Protest leaders also claimed that the pro-reform demonstration on Thursday included “incitement,” although the event was completely peaceful, with no calls for violence.

By World Israel News Staff

The anti-government protest in Tel Aviv on Saturday night for the 17th week in a row reached a new level of brazenness with the video screening of the socialist Spanish prime minister pleading their case on video.

“Dear Israeli friends, we as Socialist International have always fought for freedom, equality, justice and democracy. Yet, as many of you already know, these are values that we cannot take for granted, and that we have to promote and defend on a daily basis.

“As such, now as always, the Socialist International stands in solidarity with the people of Israel. Dear friends, you will always find us in the fight for democracy,” Pedro Sanchez stated.

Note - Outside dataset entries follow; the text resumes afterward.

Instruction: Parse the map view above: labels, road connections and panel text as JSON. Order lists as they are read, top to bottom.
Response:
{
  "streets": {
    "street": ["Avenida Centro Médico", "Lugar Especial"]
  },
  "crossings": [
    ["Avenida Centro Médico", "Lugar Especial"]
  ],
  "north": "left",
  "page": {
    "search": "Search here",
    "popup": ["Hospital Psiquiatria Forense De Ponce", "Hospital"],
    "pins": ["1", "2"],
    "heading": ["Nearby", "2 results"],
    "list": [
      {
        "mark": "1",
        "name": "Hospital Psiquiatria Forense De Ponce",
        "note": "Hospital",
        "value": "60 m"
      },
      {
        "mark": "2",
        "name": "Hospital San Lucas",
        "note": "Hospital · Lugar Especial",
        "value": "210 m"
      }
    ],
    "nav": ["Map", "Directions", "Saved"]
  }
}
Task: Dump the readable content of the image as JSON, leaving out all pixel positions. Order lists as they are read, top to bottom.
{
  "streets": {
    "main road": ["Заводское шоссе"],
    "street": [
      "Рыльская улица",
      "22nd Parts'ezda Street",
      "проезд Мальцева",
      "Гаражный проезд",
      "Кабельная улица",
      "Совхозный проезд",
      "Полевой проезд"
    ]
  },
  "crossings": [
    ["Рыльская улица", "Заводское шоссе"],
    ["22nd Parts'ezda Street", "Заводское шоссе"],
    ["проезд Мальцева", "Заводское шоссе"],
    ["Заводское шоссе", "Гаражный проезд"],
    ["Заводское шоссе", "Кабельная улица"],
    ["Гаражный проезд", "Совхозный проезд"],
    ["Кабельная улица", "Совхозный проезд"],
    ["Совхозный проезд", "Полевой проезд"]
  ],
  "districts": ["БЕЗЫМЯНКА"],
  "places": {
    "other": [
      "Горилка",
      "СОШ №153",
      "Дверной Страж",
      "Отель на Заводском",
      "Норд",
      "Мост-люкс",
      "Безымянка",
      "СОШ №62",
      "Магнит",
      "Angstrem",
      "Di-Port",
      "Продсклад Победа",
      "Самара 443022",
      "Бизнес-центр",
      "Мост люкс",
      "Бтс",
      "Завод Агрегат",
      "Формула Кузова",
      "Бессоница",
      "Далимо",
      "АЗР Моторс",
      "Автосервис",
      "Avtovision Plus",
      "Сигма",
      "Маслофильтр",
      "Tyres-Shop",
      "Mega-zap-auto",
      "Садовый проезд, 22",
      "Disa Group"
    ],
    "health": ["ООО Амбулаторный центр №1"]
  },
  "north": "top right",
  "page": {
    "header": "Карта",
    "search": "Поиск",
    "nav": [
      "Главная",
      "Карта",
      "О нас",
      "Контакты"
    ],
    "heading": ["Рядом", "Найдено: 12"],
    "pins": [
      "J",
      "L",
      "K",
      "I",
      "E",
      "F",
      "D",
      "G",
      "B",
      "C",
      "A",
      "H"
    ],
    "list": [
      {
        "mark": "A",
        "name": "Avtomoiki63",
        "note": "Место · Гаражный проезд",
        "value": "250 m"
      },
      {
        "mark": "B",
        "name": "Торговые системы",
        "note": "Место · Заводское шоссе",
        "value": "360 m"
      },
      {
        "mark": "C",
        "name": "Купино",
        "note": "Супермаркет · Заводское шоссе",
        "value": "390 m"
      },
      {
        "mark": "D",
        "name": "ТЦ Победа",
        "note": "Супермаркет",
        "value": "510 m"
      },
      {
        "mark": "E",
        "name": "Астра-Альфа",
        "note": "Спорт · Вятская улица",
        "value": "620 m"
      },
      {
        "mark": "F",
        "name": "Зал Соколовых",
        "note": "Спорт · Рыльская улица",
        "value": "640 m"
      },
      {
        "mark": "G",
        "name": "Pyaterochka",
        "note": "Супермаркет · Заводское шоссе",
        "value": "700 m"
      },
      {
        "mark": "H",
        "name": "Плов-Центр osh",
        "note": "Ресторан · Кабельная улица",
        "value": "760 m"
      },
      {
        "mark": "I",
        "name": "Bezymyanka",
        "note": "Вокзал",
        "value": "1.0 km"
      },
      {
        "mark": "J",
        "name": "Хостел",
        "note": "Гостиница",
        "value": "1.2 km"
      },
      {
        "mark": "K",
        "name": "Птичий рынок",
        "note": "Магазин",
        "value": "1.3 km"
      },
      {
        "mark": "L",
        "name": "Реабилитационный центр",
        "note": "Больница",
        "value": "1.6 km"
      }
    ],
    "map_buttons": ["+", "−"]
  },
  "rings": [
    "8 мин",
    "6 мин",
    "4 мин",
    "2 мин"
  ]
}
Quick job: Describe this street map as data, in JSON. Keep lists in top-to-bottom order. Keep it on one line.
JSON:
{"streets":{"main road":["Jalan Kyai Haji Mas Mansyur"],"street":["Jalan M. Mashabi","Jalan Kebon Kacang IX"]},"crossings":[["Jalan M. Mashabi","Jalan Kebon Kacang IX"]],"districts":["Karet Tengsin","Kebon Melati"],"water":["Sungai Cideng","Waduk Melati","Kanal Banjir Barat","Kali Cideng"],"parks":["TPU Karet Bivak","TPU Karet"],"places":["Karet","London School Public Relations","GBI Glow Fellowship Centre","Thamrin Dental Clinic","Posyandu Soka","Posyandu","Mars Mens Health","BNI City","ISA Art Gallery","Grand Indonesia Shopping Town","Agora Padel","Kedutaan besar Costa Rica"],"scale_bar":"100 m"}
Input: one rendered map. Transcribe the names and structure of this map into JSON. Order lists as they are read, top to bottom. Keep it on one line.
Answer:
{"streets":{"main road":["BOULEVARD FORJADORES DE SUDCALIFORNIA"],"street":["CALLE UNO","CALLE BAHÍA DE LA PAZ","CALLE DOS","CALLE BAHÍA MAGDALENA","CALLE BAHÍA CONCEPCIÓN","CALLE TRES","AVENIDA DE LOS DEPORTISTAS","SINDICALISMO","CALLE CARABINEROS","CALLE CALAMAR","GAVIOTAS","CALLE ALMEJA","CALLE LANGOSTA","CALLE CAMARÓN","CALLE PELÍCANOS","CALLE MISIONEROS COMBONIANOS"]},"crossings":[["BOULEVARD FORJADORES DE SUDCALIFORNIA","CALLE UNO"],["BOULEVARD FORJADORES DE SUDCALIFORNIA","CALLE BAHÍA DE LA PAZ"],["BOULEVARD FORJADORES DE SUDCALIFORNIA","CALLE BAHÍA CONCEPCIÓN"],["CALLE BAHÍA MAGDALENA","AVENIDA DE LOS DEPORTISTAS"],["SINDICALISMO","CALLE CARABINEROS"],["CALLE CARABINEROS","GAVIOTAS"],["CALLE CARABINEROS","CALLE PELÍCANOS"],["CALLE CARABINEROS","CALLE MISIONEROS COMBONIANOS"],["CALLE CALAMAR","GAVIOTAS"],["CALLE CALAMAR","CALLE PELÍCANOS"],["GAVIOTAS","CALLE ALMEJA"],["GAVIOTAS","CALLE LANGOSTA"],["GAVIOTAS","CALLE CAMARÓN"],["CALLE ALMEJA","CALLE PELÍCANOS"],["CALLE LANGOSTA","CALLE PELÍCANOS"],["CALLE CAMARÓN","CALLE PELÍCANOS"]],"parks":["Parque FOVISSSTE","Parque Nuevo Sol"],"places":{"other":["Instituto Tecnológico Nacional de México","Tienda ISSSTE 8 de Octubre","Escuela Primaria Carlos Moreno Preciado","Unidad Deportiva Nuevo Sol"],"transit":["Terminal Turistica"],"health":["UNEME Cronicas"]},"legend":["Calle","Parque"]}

השבת ה-17 להפגנות | ראש ממשלת ספרד פדרו סנצ’ס בסרטון שהוקרן בפתח המחאה בתל אביב: “תמיד תמצאו אותנו במאבק על הדמוקרטיה”. עם תחילת ההפגנה, הודיעו המארגנים על החרפת המחאה ביום חמישי הקרוב | עדכונים שוטפים >> https://t.co/ZjS4Ujgvnp@hadasgrinberg @daniel_elazar @YoavYoavkrak pic.twitter.com/YsjX5Kf1Eo

— כאן חדשות (@kann_news) April 29, 2023

“For the opponents of the reform, there are no red lines, including the attempt to harm [Israel’s] international status. No foreign entity will decide for the public in Israel, and I am sure that Sanchez has no such intention,” Foreign Minister Eli Cohen tweeted.

“As someone who supports the reform, I have no doubt that it will strengthen democracy and balance the authorities,” he added.

למתנגדי הרפורמה, אין קווים אדומים, לרבות הניסיון לפגוע במעמד הבינלאומי. אף גורם זר לא יחליט בשביל הציבור בישראל ואני בטוח שלסנצ׳ס אין כוונה כזאת. בתור מי שתומך ברפורמה אין לי ספק שהיא תחזק את הדמוקרטיה ותאזן את הרשויות.

— אלי כהן | Eli Cohen (@elicoh1) April 29, 2023

Ahead of the protest, the organizers claimed that the pro-reform protest in Jerusalem Thursday evening, which brought an estimated 600,000 Israelis, included “serious incitement.”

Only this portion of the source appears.